William Henry Jernagin was a Baptist minister, civil rights advocate and Organizer of the Washington Bureau of the National Fraternal Council of Negro Churches.
Born on October 13, 1869 in Mashulaville, Mississippi, to Allen and Julia Ruth Jernagin. He was educated in the public schools of Noxubee and Lauderdale Counties in Mississippi. He attended Meridian Academy, Alcorn A&M College and Jackson College. In 1882 he joined the Baptist Church and was appointed a superintendent of Sunday school in 1885. He was licensed to preach by the Bush Fork Baptist Church in Mississippi in 1890.
On October 15, 1888 he married Willie Stennis of Mississippi. She worked as a teacher. They had four daughters: Lottie (1889), Rosa B. (1890), Mattie (1892) and Gertrude (1897). There were children born to his daughters.
In 1899 he was elected president of the Mississippi Baptist Young People’s Union Convention and relocated to Oklahoma, accepting the pastorate of Tabernacle Baptist Church in Oklahoma City. His crusading for civil rights blossomed in Oklahoma as he protested against Jim Crow laws. His impact in Oklahoma provided denominational visibility resulting in his being appointed to Mount Carmel Baptist Church in Washington, D.C. He serve from 1912 until his death in 1958.

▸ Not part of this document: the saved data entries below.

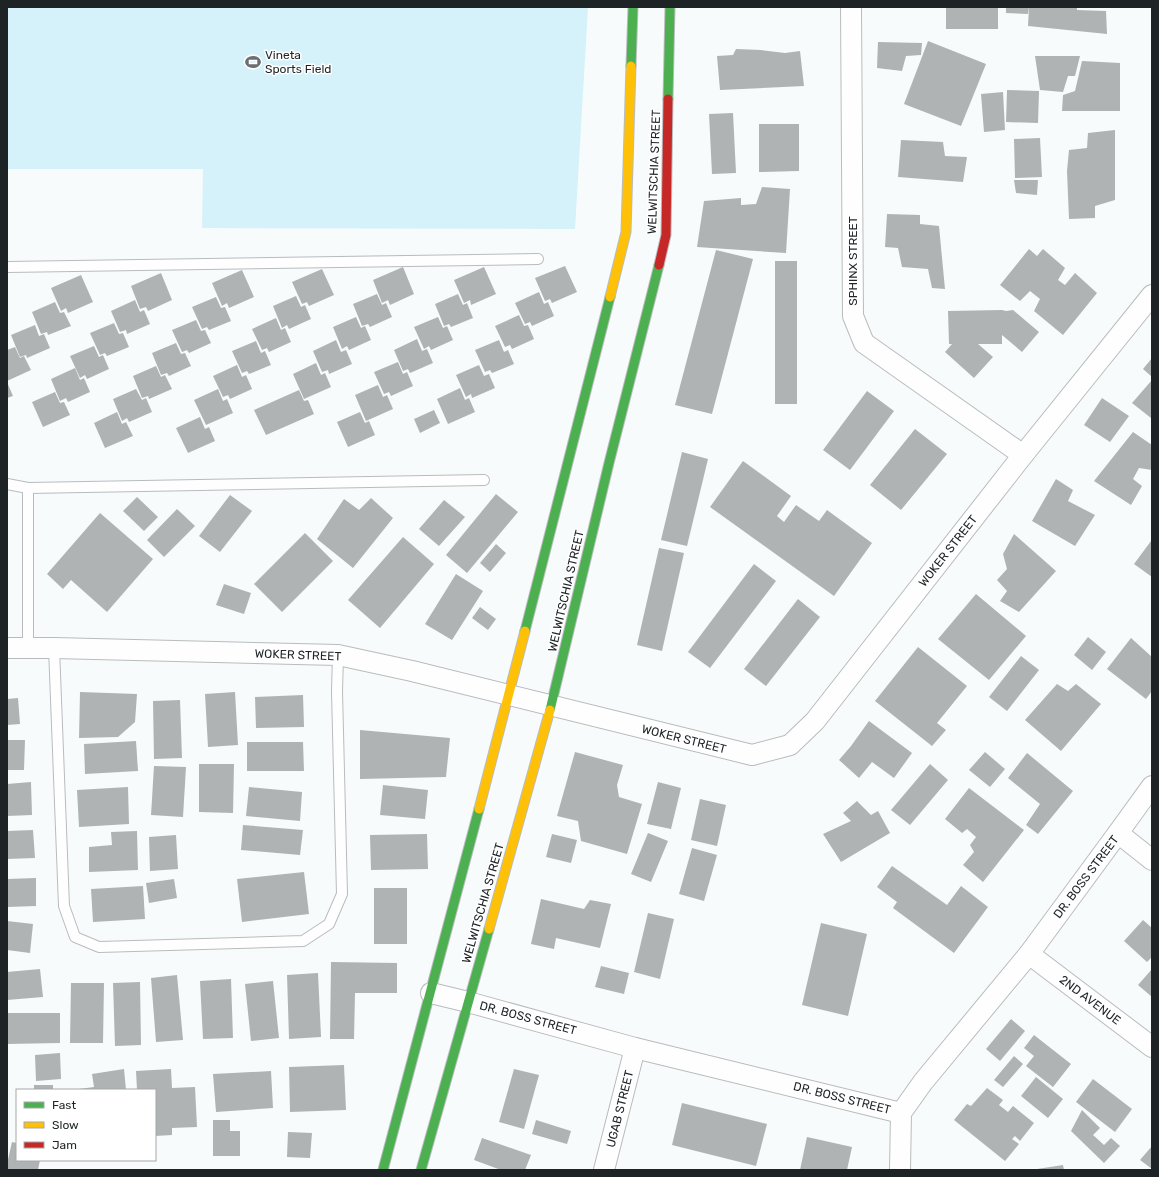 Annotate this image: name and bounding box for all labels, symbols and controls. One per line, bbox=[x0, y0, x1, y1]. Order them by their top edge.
place label: Vineta Sports Field bbox=[265, 48, 332, 76]
sports icon: Vineta Sports Field bbox=[244, 53, 262, 71]
street label: WELWITSCHIA STREET bbox=[645, 109, 663, 234]
street label: SPHINX STREET bbox=[846, 216, 860, 306]
street label: WOKER STREET bbox=[916, 513, 980, 589]
street label: WELWITSCHIA STREET bbox=[545, 529, 587, 653]
street label: WOKER STREET bbox=[254, 646, 342, 664]
street label: WOKER STREET bbox=[640, 722, 728, 756]
street label: DR. BOSS STREET bbox=[1050, 833, 1122, 921]
street label: WELWITSCHIA STREET bbox=[459, 841, 507, 965]
street label: 2ND AVENUE bbox=[1057, 972, 1123, 1028]
street label: DR. BOSS STREET bbox=[478, 998, 578, 1038]
street label: UGAB STREET bbox=[604, 1069, 636, 1149]
street label: DR. BOSS STREET bbox=[792, 1079, 892, 1117]
legend bbox=[16, 1089, 156, 1161]
text: Fast bbox=[52, 1098, 76, 1112]
text: Slow bbox=[52, 1118, 79, 1132]
text: Jam bbox=[52, 1138, 77, 1152]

He was elected first president of the National Race Congress in 1916. He attended the first Pan-African Race Congress in France and chronicled his travels in The Washington Bee newspaper. While in Europe, he spent six weeks touring camps and speaking to black World War I soldiers. He wrote about their experiences in letters to governmental officials.
In 1937 he was elected president of the National Fraternal Council of Negro Churches. In 1940 he organized the Washington Bureau of the National Fraternal Council of Negro Churches. Jernagin thought that the global community came to and through Washington therefore, the NFC needed to organize a concentrated lobbyists that addressed local, regional and national issues with direct access to law makers. In 1948 he served as a delegate of the National Baptist Convention in Europe to help organize the World Council of Churches. As a member of the constitution committee, he fought spiritually and faithfully to see that there were no laws of segregation in this world religious organization. In 1953 he served as chief of chaplains for the U.S. Air Force along with sixteen other American ministers. The group traveled thirty-five thousand miles by plane, jeep and boat to locations such as Honolulu, Tokyo, Okinawa, Korea, Guam and Manila, addressing about fifty thousand men.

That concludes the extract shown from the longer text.